Tesla Killer? Definitely not now, and outlook not so good.
What seems to be working:
- There is 1 production ready model (ES8) that is almost 50% cheaper than Tesla’s Model X. That’s promising.
- The car is cool. On paper, it is cool.
- They have a lot of investors and money. They can definitely raise money.
- They are burning cash like crazy: $7 million in sales, lost $502.6 million in the period. But wait, Amazon burned cash. Tesla burned cash . That might not a big issue. In fact, some argue that could be the true modern business model.
- They have an extremely aggressive retail strategy. Their shop in Shanghai is at one of the most prime locations in the city. It’s the same mall where the Starbucks Roastery is, and of course where Tesla is at too.
- Their shops do nothing but to show. They also show off their home battery solutions. It’s probably a good strategy because they seem to understand the importance of perception via presence and connection with customers in person.
What are the concerns:
- They produced 481 cars in July, 2018. Tesla produced ~17,000 cars in a month in Q2 2018.
- What I have learned from observing Tesla’s disastrous ramp in production, is that production of EV seems ridiculously hard.

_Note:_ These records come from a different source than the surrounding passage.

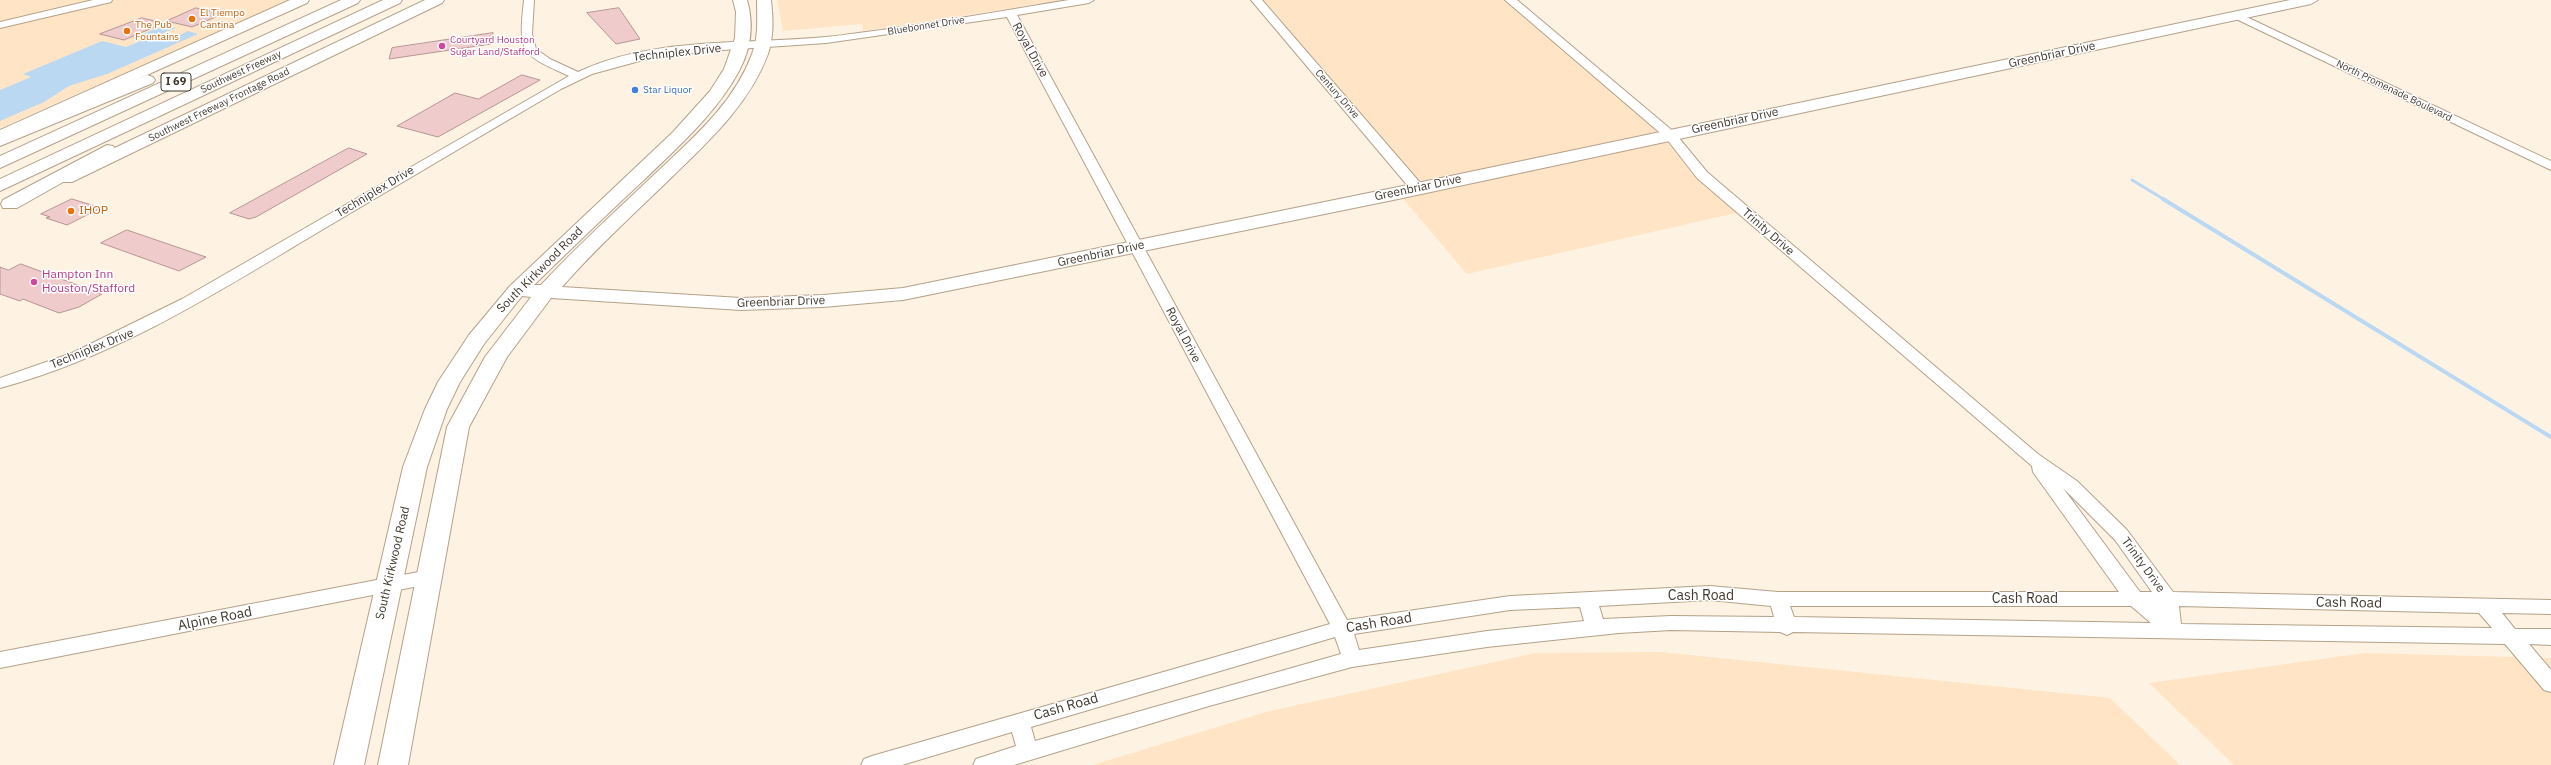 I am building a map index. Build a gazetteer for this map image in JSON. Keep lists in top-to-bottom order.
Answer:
{
  "streets": {
    "main road": [
      "Greenbriar Drive",
      "Southwest Freeway",
      "I 69",
      "Southwest Freeway Frontage Road",
      "South Kirkwood Road"
    ],
    "street": [
      "Bluebonnet Drive",
      "Royal Drive",
      "Techniplex Drive",
      "North Promenade Boulevard",
      "Century Drive",
      "Trinity Drive",
      "Cash Road",
      "Alpine Road"
    ]
  },
  "crossings": [
    ["Bluebonnet Drive", "Royal Drive"],
    ["Bluebonnet Drive", "Techniplex Drive"],
    ["Bluebonnet Drive", "South Kirkwood Road"],
    ["Royal Drive", "Greenbriar Drive"],
    ["Royal Drive", "Cash Road"],
    ["Techniplex Drive", "South Kirkwood Road"],
    ["Greenbriar Drive", "North Promenade Boulevard"],
    ["Greenbriar Drive", "Century Drive"],
    ["Greenbriar Drive", "Trinity Drive"],
    ["Greenbriar Drive", "South Kirkwood Road"],
    ["Trinity Drive", "Cash Road"],
    ["South Kirkwood Road", "Alpine Road"]
  ],
  "places": [
    "El Tiempo Cantina",
    "The Pub Fountains",
    "Courtyard Houston Sugar Land/Stafford",
    "Star Liquor",
    "IHOP",
    "Hampton Inn Houston/Stafford"
  ]
} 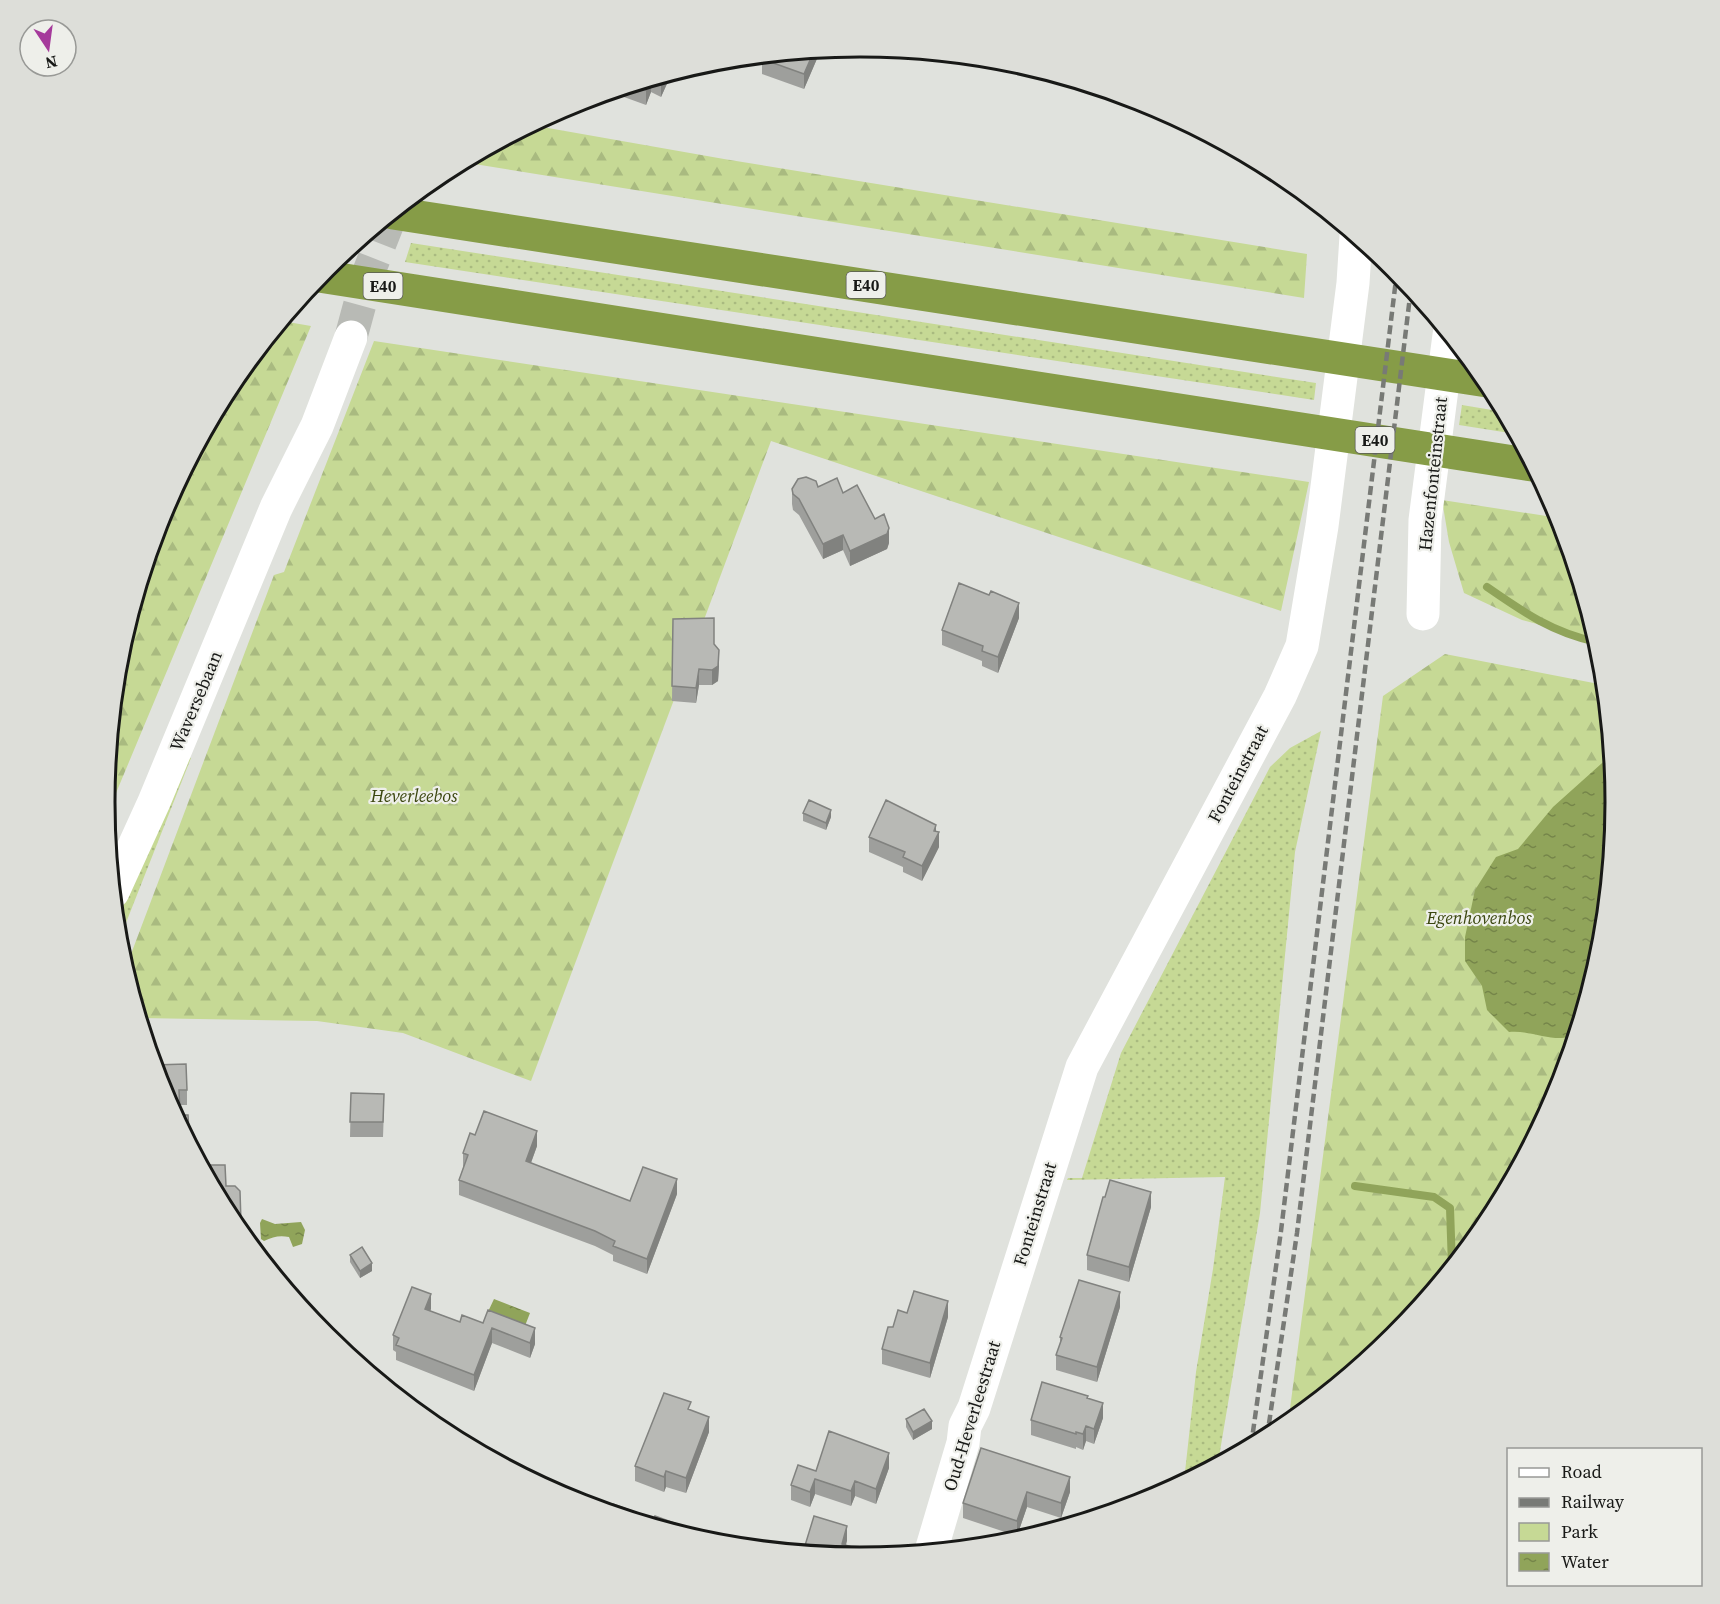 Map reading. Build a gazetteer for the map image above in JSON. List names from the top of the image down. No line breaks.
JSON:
{"streets":{"highway":["E40"],"street":["Hazenfonteinstraat","Waversebaan","Fonteinstraat","Oud-Heverleestraat"]},"crossings":[["Fonteinstraat","Oud-Heverleestraat"]],"parks":["Heverleebos","Egenhovenbos"],"legend":["Road","Railway","Park","Water"],"north":"bottom"} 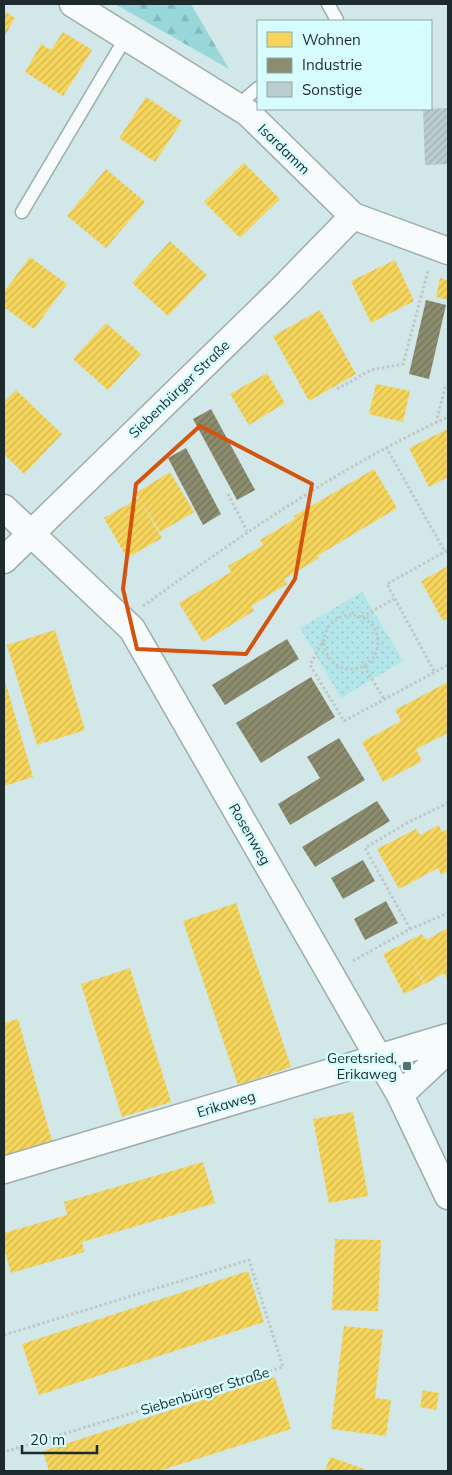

- We should reference other more established/skilled car companies, like BMW and try to understand this.
- BMW claimed they would be producing 6,000 EVs (i3) a month in this fall. This was after a 300million EUROS investment, and the i3 has been in the market since 2014. That means they have had 4 years of figuring things out.
- I tried to look for real owners’ reactions online (tudou, baidu, wechat), and found surprisingly little. What I have found were confusingly and almost misleading branded content, extremely hostile fans, and nothing else yet.
To summarize, some facts and assumptions:
- Let’s assume that China ramps like no other countries (likely true).
- The challenge: 500 to 5000 per month.
- It took BMW 4 years.
- nio has 17,000 outstanding orders.
Therefore, it’s no killer right now. Until we see they ramp to 5,000 units per month, they are demonstrating reasonable economics, and customers are loving the products (BMW and Tesla are succeeding triumphantly in this area), then let’s gingerly remove its hypebeast bumper sticker, and proclaim it a … rival.